WHAT YOU SHOULD DO:
I need all the entries repeated exactly as written.

STORED DATA:

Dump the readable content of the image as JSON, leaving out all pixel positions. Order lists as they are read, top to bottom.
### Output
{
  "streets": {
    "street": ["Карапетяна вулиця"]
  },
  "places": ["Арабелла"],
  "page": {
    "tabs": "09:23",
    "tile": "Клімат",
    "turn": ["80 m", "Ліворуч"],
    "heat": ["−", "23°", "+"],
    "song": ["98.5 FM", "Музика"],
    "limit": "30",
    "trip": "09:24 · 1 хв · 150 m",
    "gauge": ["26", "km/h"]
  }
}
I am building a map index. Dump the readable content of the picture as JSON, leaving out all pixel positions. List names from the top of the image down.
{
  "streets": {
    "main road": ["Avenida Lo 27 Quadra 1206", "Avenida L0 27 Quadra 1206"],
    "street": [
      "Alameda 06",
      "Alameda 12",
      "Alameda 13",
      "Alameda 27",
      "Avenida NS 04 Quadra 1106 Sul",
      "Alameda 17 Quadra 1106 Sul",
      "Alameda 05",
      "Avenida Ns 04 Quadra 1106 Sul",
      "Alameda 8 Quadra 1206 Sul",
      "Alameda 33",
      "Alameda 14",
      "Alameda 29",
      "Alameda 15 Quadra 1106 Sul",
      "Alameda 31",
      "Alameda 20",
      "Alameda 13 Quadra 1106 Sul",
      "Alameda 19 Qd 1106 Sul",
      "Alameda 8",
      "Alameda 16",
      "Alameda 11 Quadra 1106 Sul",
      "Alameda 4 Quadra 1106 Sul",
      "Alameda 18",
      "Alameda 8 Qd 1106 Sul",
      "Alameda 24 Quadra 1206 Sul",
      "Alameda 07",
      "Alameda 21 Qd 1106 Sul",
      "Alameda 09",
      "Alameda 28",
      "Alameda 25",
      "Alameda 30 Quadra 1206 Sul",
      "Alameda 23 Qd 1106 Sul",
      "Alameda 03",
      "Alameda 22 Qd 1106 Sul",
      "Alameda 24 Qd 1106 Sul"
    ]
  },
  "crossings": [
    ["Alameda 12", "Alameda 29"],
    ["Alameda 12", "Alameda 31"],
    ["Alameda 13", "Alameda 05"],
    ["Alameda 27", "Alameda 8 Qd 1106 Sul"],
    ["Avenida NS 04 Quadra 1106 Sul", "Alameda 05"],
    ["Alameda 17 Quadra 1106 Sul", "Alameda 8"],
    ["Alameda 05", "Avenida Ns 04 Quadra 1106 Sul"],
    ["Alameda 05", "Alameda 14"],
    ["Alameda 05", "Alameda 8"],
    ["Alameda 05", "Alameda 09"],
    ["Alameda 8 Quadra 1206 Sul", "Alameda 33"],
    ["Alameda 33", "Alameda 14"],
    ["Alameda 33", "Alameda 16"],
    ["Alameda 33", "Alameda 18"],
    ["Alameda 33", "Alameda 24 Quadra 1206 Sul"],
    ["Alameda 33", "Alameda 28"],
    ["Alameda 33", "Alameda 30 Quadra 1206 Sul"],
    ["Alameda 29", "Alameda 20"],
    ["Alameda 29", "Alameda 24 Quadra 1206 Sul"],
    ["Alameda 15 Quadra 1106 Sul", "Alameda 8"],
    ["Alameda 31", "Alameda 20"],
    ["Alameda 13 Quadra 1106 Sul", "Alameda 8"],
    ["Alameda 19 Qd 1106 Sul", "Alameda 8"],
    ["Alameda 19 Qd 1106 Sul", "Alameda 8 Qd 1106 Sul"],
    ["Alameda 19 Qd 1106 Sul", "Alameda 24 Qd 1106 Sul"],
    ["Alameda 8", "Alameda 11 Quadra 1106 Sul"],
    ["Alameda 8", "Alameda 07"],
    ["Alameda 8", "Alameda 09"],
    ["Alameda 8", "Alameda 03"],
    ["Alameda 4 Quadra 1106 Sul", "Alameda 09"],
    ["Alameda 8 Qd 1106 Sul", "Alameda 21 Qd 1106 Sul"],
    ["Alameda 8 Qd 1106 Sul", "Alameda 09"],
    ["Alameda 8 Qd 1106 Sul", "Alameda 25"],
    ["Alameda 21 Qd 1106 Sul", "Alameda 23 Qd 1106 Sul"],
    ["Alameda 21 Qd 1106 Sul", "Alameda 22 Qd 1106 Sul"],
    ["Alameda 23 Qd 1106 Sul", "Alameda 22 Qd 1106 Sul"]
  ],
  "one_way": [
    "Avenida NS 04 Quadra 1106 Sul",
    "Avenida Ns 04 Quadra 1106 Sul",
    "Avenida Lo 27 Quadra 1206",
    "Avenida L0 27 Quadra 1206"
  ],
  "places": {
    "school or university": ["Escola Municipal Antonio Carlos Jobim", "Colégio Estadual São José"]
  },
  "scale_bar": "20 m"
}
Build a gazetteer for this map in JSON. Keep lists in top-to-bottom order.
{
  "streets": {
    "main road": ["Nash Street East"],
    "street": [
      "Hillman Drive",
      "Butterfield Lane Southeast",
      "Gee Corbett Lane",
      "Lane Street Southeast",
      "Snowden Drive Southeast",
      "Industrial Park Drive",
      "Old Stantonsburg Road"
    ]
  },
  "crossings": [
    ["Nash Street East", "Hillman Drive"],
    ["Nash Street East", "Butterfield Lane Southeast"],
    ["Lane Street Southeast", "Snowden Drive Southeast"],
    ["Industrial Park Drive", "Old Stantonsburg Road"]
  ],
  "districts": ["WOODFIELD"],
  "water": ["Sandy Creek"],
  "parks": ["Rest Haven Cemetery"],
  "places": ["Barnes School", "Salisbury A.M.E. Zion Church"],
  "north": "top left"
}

RESULT:
Dump the readable content of the image as JSON, leaving out all pixel positions. Order lists as they are read, top to bottom.
### Output
{
  "streets": {
    "street": ["Карапетяна вулиця"]
  },
  "places": ["Арабелла"],
  "page": {
    "tabs": "09:23",
    "tile": "Клімат",
    "turn": ["80 m", "Ліворуч"],
    "heat": ["−", "23°", "+"],
    "song": ["98.5 FM", "Музика"],
    "limit": "30",
    "trip": "09:24 · 1 хв · 150 m",
    "gauge": ["26", "km/h"]
  }
}
I am building a map index. Dump the readable content of the picture as JSON, leaving out all pixel positions. List names from the top of the image down.
{
  "streets": {
    "main road": ["Avenida Lo 27 Quadra 1206", "Avenida L0 27 Quadra 1206"],
    "street": [
      "Alameda 06",
      "Alameda 12",
      "Alameda 13",
      "Alameda 27",
      "Avenida NS 04 Quadra 1106 Sul",
      "Alameda 17 Quadra 1106 Sul",
      "Alameda 05",
      "Avenida Ns 04 Quadra 1106 Sul",
      "Alameda 8 Quadra 1206 Sul",
      "Alameda 33",
      "Alameda 14",
      "Alameda 29",
      "Alameda 15 Quadra 1106 Sul",
      "Alameda 31",
      "Alameda 20",
      "Alameda 13 Quadra 1106 Sul",
      "Alameda 19 Qd 1106 Sul",
      "Alameda 8",
      "Alameda 16",
      "Alameda 11 Quadra 1106 Sul",
      "Alameda 4 Quadra 1106 Sul",
      "Alameda 18",
      "Alameda 8 Qd 1106 Sul",
      "Alameda 24 Quadra 1206 Sul",
      "Alameda 07",
      "Alameda 21 Qd 1106 Sul",
      "Alameda 09",
      "Alameda 28",
      "Alameda 25",
      "Alameda 30 Quadra 1206 Sul",
      "Alameda 23 Qd 1106 Sul",
      "Alameda 03",
      "Alameda 22 Qd 1106 Sul",
      "Alameda 24 Qd 1106 Sul"
    ]
  },
  "crossings": [
    ["Alameda 12", "Alameda 29"],
    ["Alameda 12", "Alameda 31"],
    ["Alameda 13", "Alameda 05"],
    ["Alameda 27", "Alameda 8 Qd 1106 Sul"],
    ["Avenida NS 04 Quadra 1106 Sul", "Alameda 05"],
    ["Alameda 17 Quadra 1106 Sul", "Alameda 8"],
    ["Alameda 05", "Avenida Ns 04 Quadra 1106 Sul"],
    ["Alameda 05", "Alameda 14"],
    ["Alameda 05", "Alameda 8"],
    ["Alameda 05", "Alameda 09"],
    ["Alameda 8 Quadra 1206 Sul", "Alameda 33"],
    ["Alameda 33", "Alameda 14"],
    ["Alameda 33", "Alameda 16"],
    ["Alameda 33", "Alameda 18"],
    ["Alameda 33", "Alameda 24 Quadra 1206 Sul"],
    ["Alameda 33", "Alameda 28"],
    ["Alameda 33", "Alameda 30 Quadra 1206 Sul"],
    ["Alameda 29", "Alameda 20"],
    ["Alameda 29", "Alameda 24 Quadra 1206 Sul"],
    ["Alameda 15 Quadra 1106 Sul", "Alameda 8"],
    ["Alameda 31", "Alameda 20"],
    ["Alameda 13 Quadra 1106 Sul", "Alameda 8"],
    ["Alameda 19 Qd 1106 Sul", "Alameda 8"],
    ["Alameda 19 Qd 1106 Sul", "Alameda 8 Qd 1106 Sul"],
    ["Alameda 19 Qd 1106 Sul", "Alameda 24 Qd 1106 Sul"],
    ["Alameda 8", "Alameda 11 Quadra 1106 Sul"],
    ["Alameda 8", "Alameda 07"],
    ["Alameda 8", "Alameda 09"],
    ["Alameda 8", "Alameda 03"],
    ["Alameda 4 Quadra 1106 Sul", "Alameda 09"],
    ["Alameda 8 Qd 1106 Sul", "Alameda 21 Qd 1106 Sul"],
    ["Alameda 8 Qd 1106 Sul", "Alameda 09"],
    ["Alameda 8 Qd 1106 Sul", "Alameda 25"],
    ["Alameda 21 Qd 1106 Sul", "Alameda 23 Qd 1106 Sul"],
    ["Alameda 21 Qd 1106 Sul", "Alameda 22 Qd 1106 Sul"],
    ["Alameda 23 Qd 1106 Sul", "Alameda 22 Qd 1106 Sul"]
  ],
  "one_way": [
    "Avenida NS 04 Quadra 1106 Sul",
    "Avenida Ns 04 Quadra 1106 Sul",
    "Avenida Lo 27 Quadra 1206",
    "Avenida L0 27 Quadra 1206"
  ],
  "places": {
    "school or university": ["Escola Municipal Antonio Carlos Jobim", "Colégio Estadual São José"]
  },
  "scale_bar": "20 m"
}
Build a gazetteer for this map in JSON. Keep lists in top-to-bottom order.
{
  "streets": {
    "main road": ["Nash Street East"],
    "street": [
      "Hillman Drive",
      "Butterfield Lane Southeast",
      "Gee Corbett Lane",
      "Lane Street Southeast",
      "Snowden Drive Southeast",
      "Industrial Park Drive",
      "Old Stantonsburg Road"
    ]
  },
  "crossings": [
    ["Nash Street East", "Hillman Drive"],
    ["Nash Street East", "Butterfield Lane Southeast"],
    ["Lane Street Southeast", "Snowden Drive Southeast"],
    ["Industrial Park Drive", "Old Stantonsburg Road"]
  ],
  "districts": ["WOODFIELD"],
  "water": ["Sandy Creek"],
  "parks": ["Rest Haven Cemetery"],
  "places": ["Barnes School", "Salisbury A.M.E. Zion Church"],
  "north": "top left"
}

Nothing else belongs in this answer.